アミド基を持つドナー(AMET)の分子錯体にみられる構造形式と物性発現

 ドナー分子からなる分子錯体では、ドナー分子間に働くSOMO-SOMO/SOMO-HOMO相互作用による吸引力が、主としてその分子配列を決定する。筆者は、これらの相互作用に加えて、さらにアミド基の分子間水素結合が導入されたAMETの分子錯体について、その構造と物性を検討した。

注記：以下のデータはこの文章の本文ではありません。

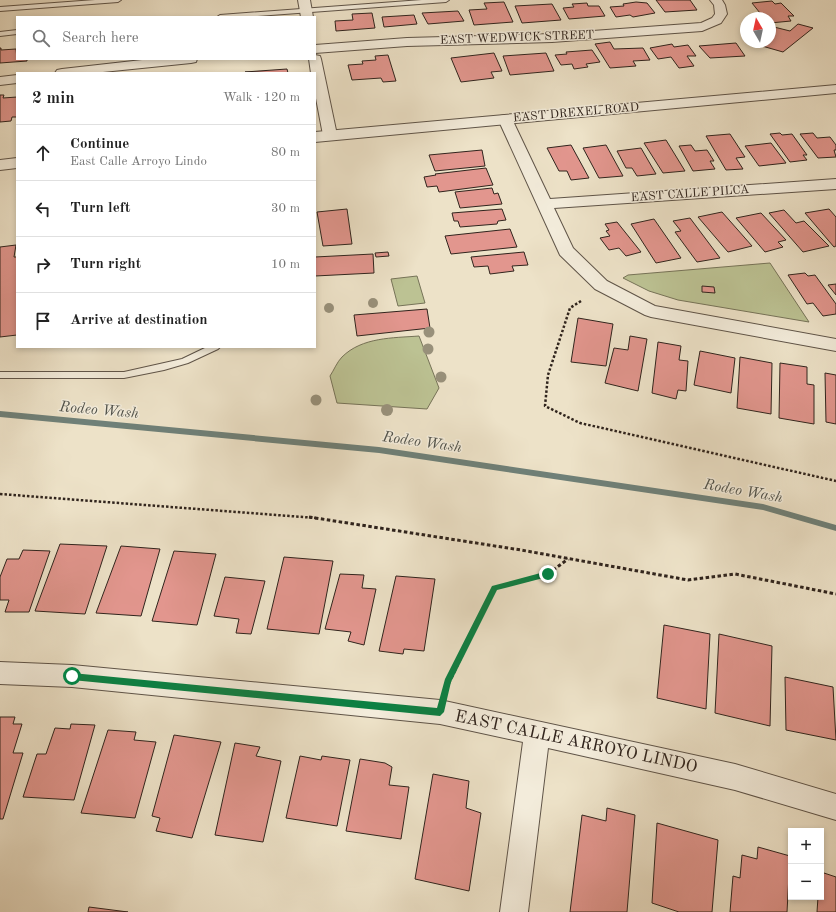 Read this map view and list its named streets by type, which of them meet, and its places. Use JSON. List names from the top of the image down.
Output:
{
  "streets": {
    "street": [
      "EAST WEDWICK STREET",
      "EAST DREXEL ROAD",
      "EAST CALLE PILCA",
      "EAST CALLE ARROYO LINDO"
    ]
  },
  "water": ["Rodeo Wash"],
  "north": "top",
  "page": {
    "search": "Search here",
    "heading": ["2 min", "Walk · 120 m"],
    "list": [
      ["Continue", "East Calle Arroyo Lindo", "80 m"],
      ["Turn left", "30 m"],
      ["Turn right", "10 m"],
      "Arrive at destination"
    ],
    "map_buttons": ["+", "−"]
  }
}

 得られたCT錯体及びラジカルイオン塩のうち、混合原子価状態にある(AMET)2・F2TCNQ錯体では、ドナー部位が一次元積層構造を構築している。一方、ドナー分子が完全に1電子酸化されているANET・F4TCNQ錯体およびAMET・BF4塩では、ドナー分子がface-to-faceの2量体を形成し、これがドナー分子の横方向でS…S接触を持った、2重鎖型の相互作用系(分子ラダー)を構築していることがわかった(図2)。さらに、AMET・BF4塩は、AMET2分子とBF4イオン2つからなる、アミド基の水素結合を介した包接体を形成しており、超分子形成の観点からも興味深い系といえる。

 次いで、ANETの分子錯体の物性について考察した結果、AMET・F4TCNQ錯体の磁化率測定において、AMETのカチオンラジカル種に由来すると思われる特異な磁気的挙動が観測された。重なり積分等の検討より、この錯体の形成するスピン系は、結晶内におけるAMETの分子配列に由来する、フラストレーションを持った2重鎖として解析できることが明らかとなった。

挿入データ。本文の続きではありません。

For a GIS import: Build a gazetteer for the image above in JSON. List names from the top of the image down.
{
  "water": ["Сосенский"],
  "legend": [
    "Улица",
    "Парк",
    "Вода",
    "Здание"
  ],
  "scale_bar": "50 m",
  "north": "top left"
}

 以上の結果より、AMETは分子錯体においても、アミド基の分子間水素結合により、構造化された分子配列を実現しやすいドナーであることが見出された。修飾型アミド基を持つドナー(MAMETおよびDMAMET)を用いた分子錯体が示す超分子構造

 結晶内の水素結合様式の相違が構造に与える影響を検討するために、筆者は、AMETのカルバモイルメチル基をN-メチル化したMAMET、および(N-メチル)カルバモイルメチル基を分子内に2つ導入したDMAMETの合成を行い、その分子結晶の結晶構造と物性について考察した。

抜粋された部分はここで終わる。